Predicted vs. measured values plot for FPNN–GMDH model in train and test stages

Fig. 10
figure 10

Results of performance indices of ANFIS–GMDH–PSO model in pile bearing capacity prediction

Fig. 11
figure 11

Predicted vs. measured values plot for ANFIS–GMDH–PSO model in train and test stages

6 Conclusions

In this study, one of the most significant problems related to predicting ultimate pile bearing capacity of deep foundations has been solved with the aid of in situ field CPT and PLT results through utilizing new developed AI models. An experimental database was collected from existing literature review including cone penetration test (CPT) and pile loading tests (PLT) results were applied for constructing and developing different AI models. Two new hybrid AI methods (FPNN–GMDH, ANFIS–GMDH–PSO) were developed simultaneously with applying ANN model for comparing and validating best-fitted predictive model among developed ones in terms of the degree of accuracy and performance indices based on standard statistical parameters. According to the derived modeling results for different mentioned AI models, the following conclusions would present:

  • Based on results derived from two different hybrid neural models under consideration, it was concluded that model based on optimized ANFIS–GMDH–PSO network model shown better performance than FPNN–GMDH and also ANN models due to having lowest value of RMSE and highest value of R. It observed that two developed models could employ as a form of new hybrid soft computing tool which showing acceptable degree of precision in the field of geotechnical engineering problems. In this respect, the new alternative approaches possibly could substitute instead of using in situ field experimental tests and semi-empirical regression based-equations methods related to ultimate pile bearing capacity assessment that lead to high cost-time consuming, unreliability and uncertainty in case of complicated executive conditions.

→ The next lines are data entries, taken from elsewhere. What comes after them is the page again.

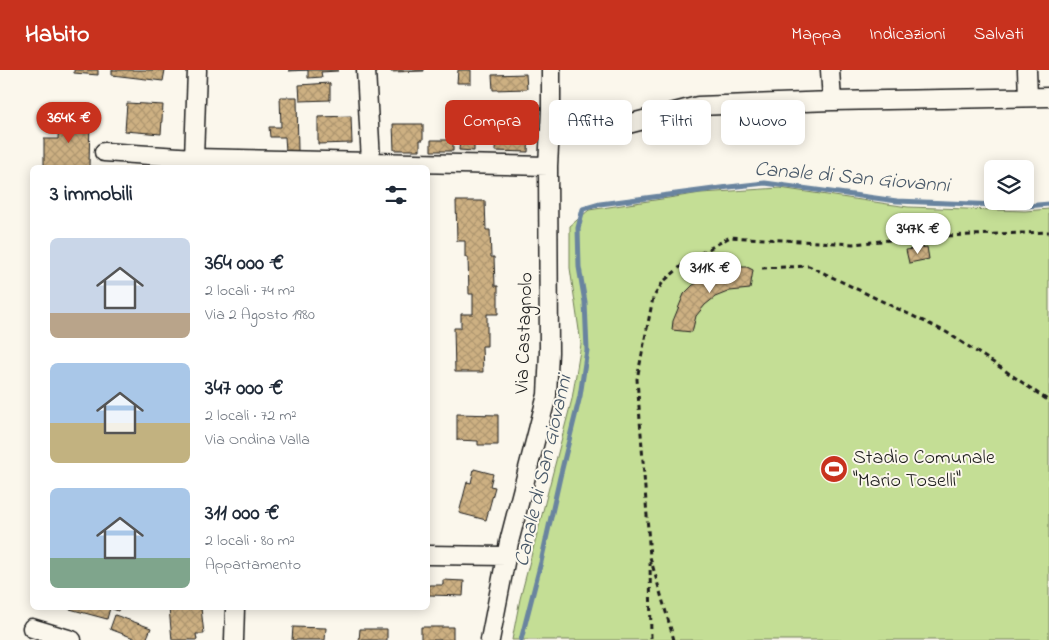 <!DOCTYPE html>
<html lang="it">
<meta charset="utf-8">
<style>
body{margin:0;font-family:"Indie Flower",sans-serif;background:#f2f2f3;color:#1f2937;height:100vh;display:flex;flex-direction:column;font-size:19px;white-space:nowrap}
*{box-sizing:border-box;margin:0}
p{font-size:16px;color:#747a83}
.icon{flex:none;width:28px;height:28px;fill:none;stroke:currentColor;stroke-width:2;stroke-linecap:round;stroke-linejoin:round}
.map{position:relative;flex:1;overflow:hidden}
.panel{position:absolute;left:30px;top:95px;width:400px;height:445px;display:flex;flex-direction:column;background:#fff;border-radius:8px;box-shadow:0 2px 12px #0003}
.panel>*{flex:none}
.hud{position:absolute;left:445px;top:30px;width:475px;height:45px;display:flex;gap:10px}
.fabs{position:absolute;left:984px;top:90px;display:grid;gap:10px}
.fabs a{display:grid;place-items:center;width:50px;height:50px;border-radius:8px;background:#fff;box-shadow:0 2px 12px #0003;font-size:25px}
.price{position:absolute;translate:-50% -42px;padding:0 11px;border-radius:18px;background:#fff;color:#222;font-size:16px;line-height:32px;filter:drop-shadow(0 1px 2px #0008)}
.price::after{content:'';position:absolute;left:50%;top:30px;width:15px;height:11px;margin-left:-8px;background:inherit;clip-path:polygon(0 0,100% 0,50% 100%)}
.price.active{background:#c8321e;color:#fff}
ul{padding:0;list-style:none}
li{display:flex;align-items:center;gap:15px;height:125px;padding:0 20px}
li span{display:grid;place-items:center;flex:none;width:140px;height:100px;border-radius:8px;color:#555}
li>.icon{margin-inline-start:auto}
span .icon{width:60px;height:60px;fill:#fffc;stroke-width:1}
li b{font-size:21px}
h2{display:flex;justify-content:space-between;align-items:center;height:60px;padding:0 20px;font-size:21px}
.pill{padding:0 18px;border-radius:8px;background:#fff;box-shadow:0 2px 12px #0003;font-size:18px;line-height:45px}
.pill.active{background:#c8321e;color:#fff}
header{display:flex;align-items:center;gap:30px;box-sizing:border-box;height:70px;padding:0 25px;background:#c8321e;color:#fff}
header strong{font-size:24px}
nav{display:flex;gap:28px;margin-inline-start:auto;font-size:18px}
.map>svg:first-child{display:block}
.park{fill:#c4de95;stroke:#707d58}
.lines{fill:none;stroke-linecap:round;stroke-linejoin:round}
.stream{stroke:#69849f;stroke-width:5}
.building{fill:url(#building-cross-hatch);stroke:#1c1c1c}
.minor-casing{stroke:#1c1c1c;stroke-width:21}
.path{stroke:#1c1c1c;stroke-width:3;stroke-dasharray:5 4;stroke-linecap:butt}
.minor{stroke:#fbf7ec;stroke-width:18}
.labels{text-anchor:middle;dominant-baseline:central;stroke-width:4;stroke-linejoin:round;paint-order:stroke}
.street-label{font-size:20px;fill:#1c1c1c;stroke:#fbf7ec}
.poi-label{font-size:20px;fill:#1c1c1c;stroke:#fbf7ec;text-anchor:start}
.water-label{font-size:21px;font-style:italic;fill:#495969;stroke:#fbf7ec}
</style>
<header>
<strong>Habito</strong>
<nav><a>Mappa</a><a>Indicazioni</a><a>Salvati</a></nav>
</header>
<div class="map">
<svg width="1049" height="570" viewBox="0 0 1049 570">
<defs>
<pattern id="building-cross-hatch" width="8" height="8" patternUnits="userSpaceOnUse" patternTransform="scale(1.25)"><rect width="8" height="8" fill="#cdb082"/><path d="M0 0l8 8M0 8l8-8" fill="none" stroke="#af9770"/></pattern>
</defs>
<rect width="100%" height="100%" fill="#fbf7ec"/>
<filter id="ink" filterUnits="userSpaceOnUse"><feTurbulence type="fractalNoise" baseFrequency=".02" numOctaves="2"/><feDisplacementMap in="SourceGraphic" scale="10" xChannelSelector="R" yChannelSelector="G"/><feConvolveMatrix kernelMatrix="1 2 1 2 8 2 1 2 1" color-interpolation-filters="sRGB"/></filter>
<g filter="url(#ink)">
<path class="park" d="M780,118L908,137L1025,141L1049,139V570H512L520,529L572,329L581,274L570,198V156L589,140L701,123Z"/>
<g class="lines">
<path class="stream" d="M521,570L541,492L560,407L580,326L587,280L585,232L579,197L578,158L583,139L600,134L729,117L765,113L897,131L1027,136L1049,134"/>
</g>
<path class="building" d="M74,0H98V5L74,3Z
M112,0H165L163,11L112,5Z
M289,0H338V1L321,2L322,7L308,8V0L289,1Z
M391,0H424V1L391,2Z
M458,0H471V13H457Z
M526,4L527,19L493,20L492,5Z
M330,13V30L300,31L299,15Z
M280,27H297L298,81H286L285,67H270L269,57H281Z
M127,33L163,35L161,64L125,61Z
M59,45L90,46L89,98H44V69H58Z
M351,46L352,73L318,74V47Z
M459,50L481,51V63L458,62Z
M393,54H423V70H420V80H394Z
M496,64L529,65L528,82L495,81Z
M431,70H453V81H431Z
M460,70H474V81L459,80Z
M456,131H485L486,160H490L491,187H494L495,216H498V244H487V276H482L483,302H455L454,258H461V244H473V224H469L468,187H465V171H457Z
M927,177L929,189L909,193L906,180Z
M737,197H747L753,200L750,219L730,221L715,227L705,235L696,246L692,262L672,260L673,251L684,224L693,215L710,205L723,199Z
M457,344L498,345V375H478V371L457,370Z
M474,399L493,404L490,416L495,417L486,450L459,443L467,412L471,413Z
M443,510L464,511L463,526L429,525V515H443Z
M66,538H119L118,541L110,538L107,549Z
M169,538H201L204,564H196L197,570H172Z
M115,545L151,558L146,570H139L110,559Z
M293,557L326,558L325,570H292Z
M421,557H453V570H421Z
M360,559H387V570H359Z"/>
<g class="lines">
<g class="minor-casing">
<path id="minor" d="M366,0L371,91
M830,0L832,31
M1027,0L1028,27
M550,54L624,55L698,36L832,31L1049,27
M104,82L194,88L548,96
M195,98L194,88L197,0
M428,485L506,486
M32,558L72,570
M234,570L235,538
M490,570L509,472L547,325L549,282L548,96L551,40V0"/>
</g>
<path class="path" d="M762,198L809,196L946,262L994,293L1049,331
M650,491L651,570
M674,570L650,487L637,309L653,228L663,212L687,191L730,167L853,174L918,167L1049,162"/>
<use href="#minor" class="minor"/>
</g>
</g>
<defs>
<g id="stadium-disc" transform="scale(1.4375)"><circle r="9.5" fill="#c8321e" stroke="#fbf7ec"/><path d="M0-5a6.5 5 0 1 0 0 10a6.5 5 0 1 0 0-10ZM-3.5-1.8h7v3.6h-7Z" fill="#fff"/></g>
</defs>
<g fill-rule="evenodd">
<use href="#stadium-disc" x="834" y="399"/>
</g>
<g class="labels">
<g class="street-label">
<text transform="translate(525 263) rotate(-88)">Via Castagnolo</text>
</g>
<g class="poi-label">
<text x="853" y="388">Stadio Comunale<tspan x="853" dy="23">"Mario Toselli"</tspan></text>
</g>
<g class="water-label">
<text transform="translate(852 108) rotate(5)">Canale di San Giovanni</text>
<text transform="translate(544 401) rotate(-77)">Canale di San Giovanni</text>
</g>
</g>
</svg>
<div class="fabs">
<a><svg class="icon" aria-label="layers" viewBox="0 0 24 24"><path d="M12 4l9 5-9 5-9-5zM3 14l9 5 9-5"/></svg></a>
</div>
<b class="price active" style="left:69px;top:74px">364K €</b>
<b class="price" style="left:918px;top:185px">347K €</b>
<b class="price" style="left:710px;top:224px">311K €</b>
<div class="hud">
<a class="pill active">Compra</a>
<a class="pill">Affitta</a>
<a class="pill">Filtri</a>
<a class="pill">Nuovo</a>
</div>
<section class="panel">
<h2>3 immobili<svg class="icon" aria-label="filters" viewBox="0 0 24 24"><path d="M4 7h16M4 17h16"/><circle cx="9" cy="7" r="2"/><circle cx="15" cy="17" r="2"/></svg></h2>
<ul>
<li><span style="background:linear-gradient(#c9d6e8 75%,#b9a48a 0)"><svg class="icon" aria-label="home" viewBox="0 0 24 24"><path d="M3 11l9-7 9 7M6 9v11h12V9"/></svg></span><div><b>364 000 €</b><p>2 locali · 74 m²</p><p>Via 2 Agosto 1980</p></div></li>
<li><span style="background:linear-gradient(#a9c7e8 60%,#c2b280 0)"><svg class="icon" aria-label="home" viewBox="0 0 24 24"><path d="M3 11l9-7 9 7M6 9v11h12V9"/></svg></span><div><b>347 000 €</b><p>2 locali · 72 m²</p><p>Via Ondina Valla</p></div></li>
<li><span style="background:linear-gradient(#a9c7e8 70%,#7fa58c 0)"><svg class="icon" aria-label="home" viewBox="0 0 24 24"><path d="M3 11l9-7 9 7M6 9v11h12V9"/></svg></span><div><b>311 000 €</b><p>2 locali · 80 m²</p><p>Appartamento</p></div></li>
</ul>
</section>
</div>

  • It can be concluded to extend furthermore improving the hybrid structure network while developing hybrid ANFIS–GMDH by applying other intelligent meta-heuristics optimization technique such as GA, and imperialism competitive algorithms for future investigation.

  • For simplicity reason, in constructing of structure network with lower complex structure, both ANFIS-GMD-PSO and FPNN–GMDH topology have been created based on assumed setting parameters by the user that leads to algorithm running time as faster as possible in MATLAB programming language.

  • Statistical indices such as R, MSE, RMSE, and Error StD were used as model structure evaluation criterion associated with the various models developed. During the modeling and testing process, it was found that the developed ANFIS–GMDH–PSO model had a relatively high level of accuracy and precision for estimating the bearing capacity of the piles compared to the other developed models so that the predicted values had a relatively high correlation with the measured values. Relative error estimation shows relatively good performance in the hybrid models developed in the test process.